“不過事后也要令各路上報救災妥善、恢復得力的官員,朝廷需加以獎拔,如此方為公正。”
呂大防躬身道:“謹聆圣慈諭誨。”
高滔滔又召范純仁近前:“公父仲淹,在章獻垂簾時,唯勸章獻盡母道,及仁宗親政,惟勸仁宗盡子道,可謂忠臣,公必能繼紹前人。”
純仁泣謝曰:“敢不盡忠!”
交代完這些,高滔滔才說道:“今病勢有加,與公等必不相見,且善輔佐官家。”
又曰:“老身歿后,如左右有調戲官家者,宜多勸諫,令勿聽之。”
乃呼左右賜社飯,曰:“明年社飯,當思老身也。
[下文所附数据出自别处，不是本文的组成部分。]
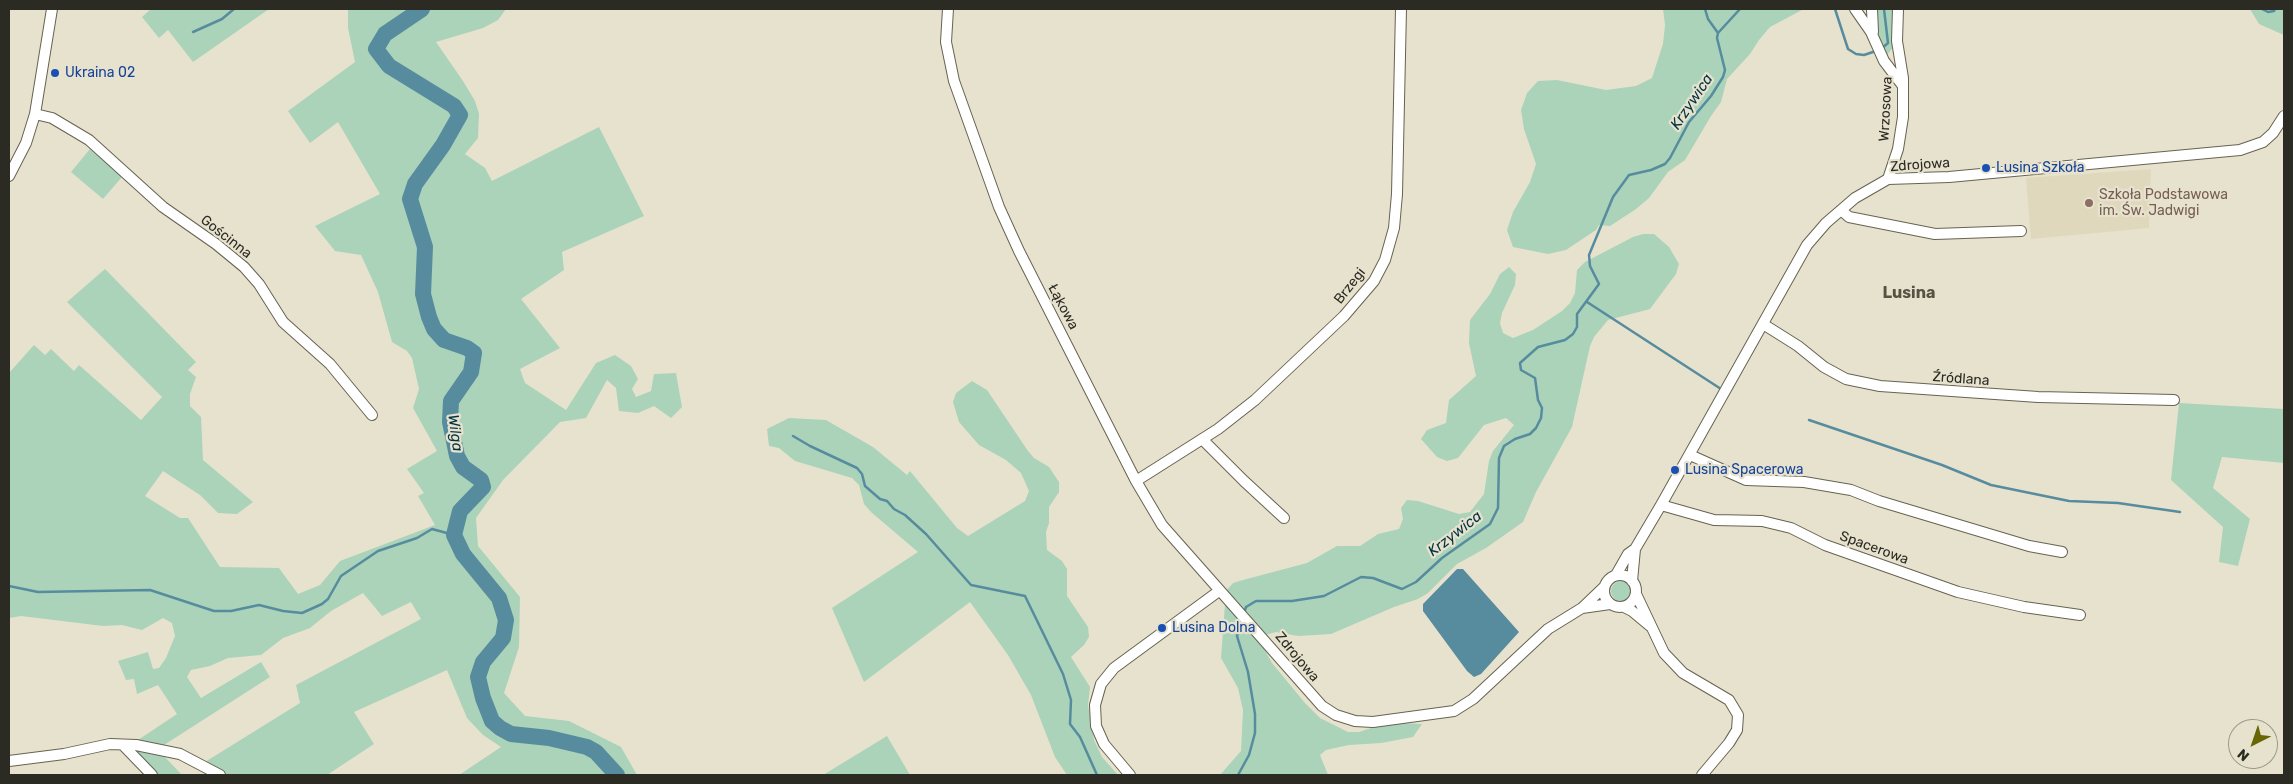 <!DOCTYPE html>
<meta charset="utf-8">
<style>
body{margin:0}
#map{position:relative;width:2293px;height:784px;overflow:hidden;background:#e7e2ce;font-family:Rubik,sans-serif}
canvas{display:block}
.frame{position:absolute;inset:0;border:10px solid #2c2b23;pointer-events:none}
.north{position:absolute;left:2228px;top:719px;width:50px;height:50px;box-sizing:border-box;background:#e7e2ce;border:1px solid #9c998a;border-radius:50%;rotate:221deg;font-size:14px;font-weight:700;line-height:20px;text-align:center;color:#2c2b23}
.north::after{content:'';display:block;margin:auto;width:18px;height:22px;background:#676803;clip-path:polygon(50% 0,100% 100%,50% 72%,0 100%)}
</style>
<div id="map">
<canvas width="2293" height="784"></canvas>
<div class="frame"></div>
<div class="north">N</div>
</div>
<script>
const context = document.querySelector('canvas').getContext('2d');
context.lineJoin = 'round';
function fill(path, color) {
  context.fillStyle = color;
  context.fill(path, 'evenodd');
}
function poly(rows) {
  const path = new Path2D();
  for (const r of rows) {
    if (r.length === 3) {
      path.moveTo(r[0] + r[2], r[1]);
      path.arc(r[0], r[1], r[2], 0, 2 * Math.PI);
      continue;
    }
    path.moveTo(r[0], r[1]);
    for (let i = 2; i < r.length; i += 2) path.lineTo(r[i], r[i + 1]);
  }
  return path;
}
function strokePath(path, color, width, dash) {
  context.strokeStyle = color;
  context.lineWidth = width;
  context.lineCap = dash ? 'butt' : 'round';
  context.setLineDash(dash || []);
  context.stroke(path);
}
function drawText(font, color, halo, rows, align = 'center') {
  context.font = font + ' Rubik,sans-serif';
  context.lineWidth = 4.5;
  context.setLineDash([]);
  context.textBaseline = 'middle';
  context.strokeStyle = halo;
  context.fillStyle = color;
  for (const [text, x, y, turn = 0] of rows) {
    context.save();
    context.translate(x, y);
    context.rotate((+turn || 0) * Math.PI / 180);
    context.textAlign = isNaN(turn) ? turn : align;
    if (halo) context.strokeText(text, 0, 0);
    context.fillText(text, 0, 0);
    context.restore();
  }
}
fill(poly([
 [2151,169,2149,228,2031,239,2026,178]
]), '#dfd8bd');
fill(poly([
 [151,9,269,9,193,62,168,30,159,38,142,17],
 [348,9,506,9,498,20,483,28,436,42,463,81,475,101,479,114,478,138,465,154,485,168,492,181,599,127,644,216,562,252,564,270,521,299,560,348,520,369,525,383,566,410,596,363,615,355,631,366,638,379,632,389,636,397,651,391,654,374,676,373,682,407,671,418,654,406,638,413,619,411,616,388,607,380,586,418,560,422,503,480,476,518,478,546,520,597,519,647,504,693,525,716,569,721,621,747,637,775,459,775,501,747,483,735,467,718,447,670,354,712,374,744,327,775,227,775,205,762,300,703,296,685,421,619,411,602,382,616,363,593,331,611,310,628,283,638,261,655,228,658,210,666,191,670,187,677,201,698,261,662,270,677,164,745,138,740,177,714,158,685,137,694,134,679,126,680,118,661,148,652,153,669,159,668,166,658,175,636,172,623,163,618,142,630,122,625,103,626,21,616,9,618,9,373,34,345,45,355,51,349,74,371,79,365,141,420,162,397,67,302,105,269,196,362,188,370,196,377,190,394,190,406,201,417,203,460,253,502,237,514,218,513,200,495,163,471,145,496,180,518,188,518,220,567,279,568,298,594,320,585,340,561,435,525,418,496,424,493,407,469,437,451,413,408,419,389,412,358,407,351,392,342,378,292,361,255,335,251,315,226,380,194,338,122,310,143,288,111,355,62,348,28],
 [1663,9,1802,10,1770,27,1759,40,1750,54,1727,79,1721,102,1711,116,1685,160,1668,172,1649,198,1636,209,1610,226,1599,225,1596,230,1566,250,1548,254,1513,247,1507,230,1513,212,1530,182,1536,164,1524,129,1521,110,1527,93,1538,81,1557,80,1606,90,1636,86,1652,78,1663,44,1665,25],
 [1877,9,1895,9,1894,46,1887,55,1878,34],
 [2250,9,2284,9,2284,35,2259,24],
 [90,149,122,177,103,199,71,172],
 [1643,234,1654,234,1669,247,1679,264,1676,274,1650,309,1608,320,1594,337,1590,346,1572,427,1536,492,1523,522,1486,548,1457,564,1428,593,1418,599,1394,607,1331,634,1298,636,1276,632,1265,635,1262,645,1272,663,1305,703,1320,718,1348,732,1359,732,1380,725,1401,723,1422,724,1413,737,1381,743,1349,745,1326,750,1320,755,1328,775,1220,775,1241,751,1243,710,1238,688,1221,658,1226,591,1233,583,1243,580,1307,563,1337,546,1360,546,1378,534,1399,529,1403,519,1401,508,1407,500,1418,501,1459,514,1470,512,1484,494,1489,461,1493,451,1514,425,1506,418,1484,425,1458,458,1447,461,1437,457,1421,439,1427,430,1446,423,1449,400,1476,376,1469,343,1470,320,1490,294,1500,274,1509,267,1516,274,1515,285,1502,313,1500,323,1503,333,1513,338,1533,330,1562,311,1570,303,1575,293,1577,270,1585,262,1633,237],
 [972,381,987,390,1028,451,1034,458,1049,467,1059,482,1059,492,1049,507,1049,523,1046,532,1047,550,1062,561,1067,569,1067,596,1088,627,1089,637,1084,645,1071,657,1090,687,1088,705,1094,740,1102,757,1118,775,1067,775,1055,757,1031,695,1008,655,970,602,864,682,832,608,918,552,871,512,864,504,859,485,852,478,795,461,779,448,769,446,767,429,789,418,826,420,873,447,907,475,910,471,957,528,968,536,1025,501,1029,491,1021,473,1006,460,979,445,959,422,953,402,956,393],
 [2179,403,2284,409,2284,463,2222,457,2213,488,2250,519,2238,566,2219,562,2223,527,2171,480],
 [1621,591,10],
 [887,736,910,775,823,775],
 [133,747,161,753,182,775,155,775]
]), '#aad3ba');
fill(poly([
 [1457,569,1463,569,1519,632,1481,674,1474,677,1467,671,1423,611,1423,604]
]), '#578c9e');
strokePath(poly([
 [1705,9,1708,19,1718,33],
 [1835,9,1848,49,1856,54,1864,55,1876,51],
 [2262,9,2268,12,2274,11,2275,9],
 [193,32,222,19,234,9],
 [1881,49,1888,43,1884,9],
 [1587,302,1721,389],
 [1809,420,1942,465,1991,485,2069,501,2118,503,2180,512],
 [793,436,810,446,857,468,862,474,865,486,880,499,887,501,894,509,905,515,926,534,971,585,1025,596,1063,674,1071,700,1070,724,1080,737,1097,775],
 [9,586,38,592,150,590,214,611,231,611,259,605,283,611,302,613,322,604,328,599,341,576,378,551,417,538,432,529,454,535],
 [1244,613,1246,607,1256,601,1292,601,1324,596,1361,577,1373,578,1402,589,1416,582,1442,558,1490,524,1498,508,1499,458,1504,446,1515,439,1530,434,1536,428,1541,418,1542,408,1538,400,1535,378,1521,370,1520,363,1538,347,1565,340,1573,334,1577,327,1577,314,1599,284,1590,266,1589,255,1613,197,1629,175,1651,170,1665,164,1670,158,1689,122,1711,96,1723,77,1725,70,1717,38,1718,33,1740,9],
 [1238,775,1249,755,1255,733,1255,714,1248,672,1237,636,1242,621]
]), '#578c9e', 2.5);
strokePath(poly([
 [422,9,385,34,376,49,389,66,454,106,460,115,443,145,415,184,410,199,425,247,423,294,429,317,434,329,444,340,467,348,474,353,471,372,451,401,450,422,457,456,463,467,481,480,483,487,460,511,454,535,463,554,499,598,506,620,503,638,483,662,478,677,483,698,492,721,500,728,511,734,549,738,587,747,596,752,617,775]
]), '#578c9e', 16);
const minor = poly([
 [948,9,946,42,954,81,999,207,1019,251,1136,481,1162,525,1322,706,1336,715,1355,721,1373,722,1454,711,1473,699,1548,629,1582,608,1604,587],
 [1855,9,1871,32,1884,61,1903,86],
 [1872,9,1873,32],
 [35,114,52,118,89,140,163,207,216,244,244,267,259,284,283,322,330,364,372,415],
 [9,176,26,143,35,114,52,9],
 [1888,179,1898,149,1903,117,1903,78,1897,41,1898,9],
 [1841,210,1849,217,1935,234,2021,231],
 [1763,324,1798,346,1824,367,1846,379,1880,386,2038,397,2174,400],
 [1202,439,1244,481,1284,518],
 [1690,455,1746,480,1804,482,1851,490,1879,501,2029,546,2062,552],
 [1136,481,1218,429,1255,400,1344,316,1374,281,1385,260,1394,228,1397,194,1401,9],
 [1661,505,1714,520,1762,521,1791,528,1825,545,1958,592,2024,607,2080,615],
 [1620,591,16],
 [1616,575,1628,554,1635,549,1661,505,1807,245,1826,223,1855,198,1888,179,1949,177,2240,150,2263,142,2273,133,2284,116],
 [1632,581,1635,549],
 [1636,594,1664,653,1683,673,1729,700,1738,715,1737,730,1729,743,1702,775],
 [1624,607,1632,611,1650,626],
 [1582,608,1610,604],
 [123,745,152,775],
 [9,761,64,754,110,744,136,745,180,754,220,775],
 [1130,775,1104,744,1096,726,1095,705,1101,684,1114,668,1219,591]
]);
strokePath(minor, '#676351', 12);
strokePath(minor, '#fff', 10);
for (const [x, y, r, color] of [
 [55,73,5,"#1a4fb4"],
 [1986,168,5,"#1a4fb4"],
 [2089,203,5,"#8d6e63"],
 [1675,470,5,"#1a4fb4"],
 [1162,628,5,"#1a4fb4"]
]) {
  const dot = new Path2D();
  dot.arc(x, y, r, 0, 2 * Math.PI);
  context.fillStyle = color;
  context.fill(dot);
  strokePath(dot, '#e7e2ce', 2);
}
drawText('14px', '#164399', '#e7e2ce', [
 ["Ukraina 02",65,73],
 ["Lusina Szkoła",1996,168],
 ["Lusina Spacerowa",1685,470],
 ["Lusina Dolna",1172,628]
], 'left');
drawText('14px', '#2c2b23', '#e7e2ce', [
 ["Wrzosowa",1886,109,-87],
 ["Zdrojowa",1920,165,-4],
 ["Gościnna",226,237,38],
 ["Brzegi",1350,286,-52],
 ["Łąkowa",1063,307,62],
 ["Źródlana",1961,379,4],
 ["Spacerowa",1874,548,20],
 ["Zdrojowa",1297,657,50]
]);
drawText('14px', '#785e54', '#e7e2ce', [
 ["Szkoła Podstawowa",2099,195],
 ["im. Św. Jadwigi",2099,211]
], 'left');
drawText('italic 15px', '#003341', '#e7e2ce', [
 ["Krzywica",1692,102,-56],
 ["Wilga",455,433,82],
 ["Krzywica",1455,534,-38]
]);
drawText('bold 16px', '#575342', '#e7e2ce', [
 ["Lusina",1909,293]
]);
</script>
”
群臣皆垂涕領受。
戊辰,赦天下。
這個中秋節,汴京城的老百姓過得凄惶。
突如其來的大赦天下,就是太皇太后病勢沉重了。
京中諸處觀寺香火不絕,都是為太皇太后祈福的百姓。
稍有流言,宣德門外就自動聚集起焦急的市民,盼望能看到黃門出來宣喻太皇太后已然痊愈。
然而每次都是官員前來勸曉他們散去,就連官員們自己,都在哭。
從高滔滔最后一次接見臣子之后,趙煦也重新守到太皇太后身邊,不再視朝。
從臨朝稱制以來,甚至更久遠,從高滔滔還是皇后的時候,提舉慈善基金以來,國母的高大形象,一直就拿捏得死死的。
對宗室、外戚、甚至部分朝臣來說,高滔滔稱得上有些不近人情,甚至是刻薄。
然而對老百姓,太皇太后就是春日里的陽光。
在后世人眼里,高滔滔就是一個封建王朝統治階級的代言人、大頭目而已,實在當不得如此敬仰。
然而在元佑八年的這個八月,天下無數百姓,是真的希望自己仁慈的太皇太后,能夠身體恢復,萬壽無疆。
……
九月,戊寅,張士良在坤寧宮外頭,來回踱步,神態焦急。
為了安慰自己,張士良將手腕上的念珠退了下來,握在手里數著,不停念叨著諸天神佛保佑。
坤寧宮也是改造出來的帶花園的小別墅,理論上是皇后居所,但是其實孟小妹崽很少過來,基本帝后都是住在一起。
樓上的電燈光亮通明,半年前,趙煦下旨改造坤寧宮,整個皇城之中,甚至整個世界,坤寧宮是第一個正式用上家用電器的地方,由宮外一個小火電廠負責提供電報班、宮內水循環,以及這里的電力。
改造完成之后,孟小妹崽就被趙煦安排過來安養。
樓上傳來一聲聲孟皇后壓抑的慘呼,聽得張士良手一陣陣哆嗦,趕緊念叨:“大慈大悲救苦救難諸天神佛菩薩保佑……”
終于,一聲嬰兒的啼哭,從殿內傳了出來,不多久,石薇一身白色帆布的袍子,頭上戴著白布軟帽,懷里一個包裹著小絲綿被的孩子:“母子安好,走,去崇慶宮。”
“誒誒……”張士良大喜,趕緊伸手:“是皇子?”
“嗯。”石薇只簡單地應了一聲,腳下卻不停,快步走了出去。
張士良回頭望了下坤寧宮,一跺腳趕緊跟了上去。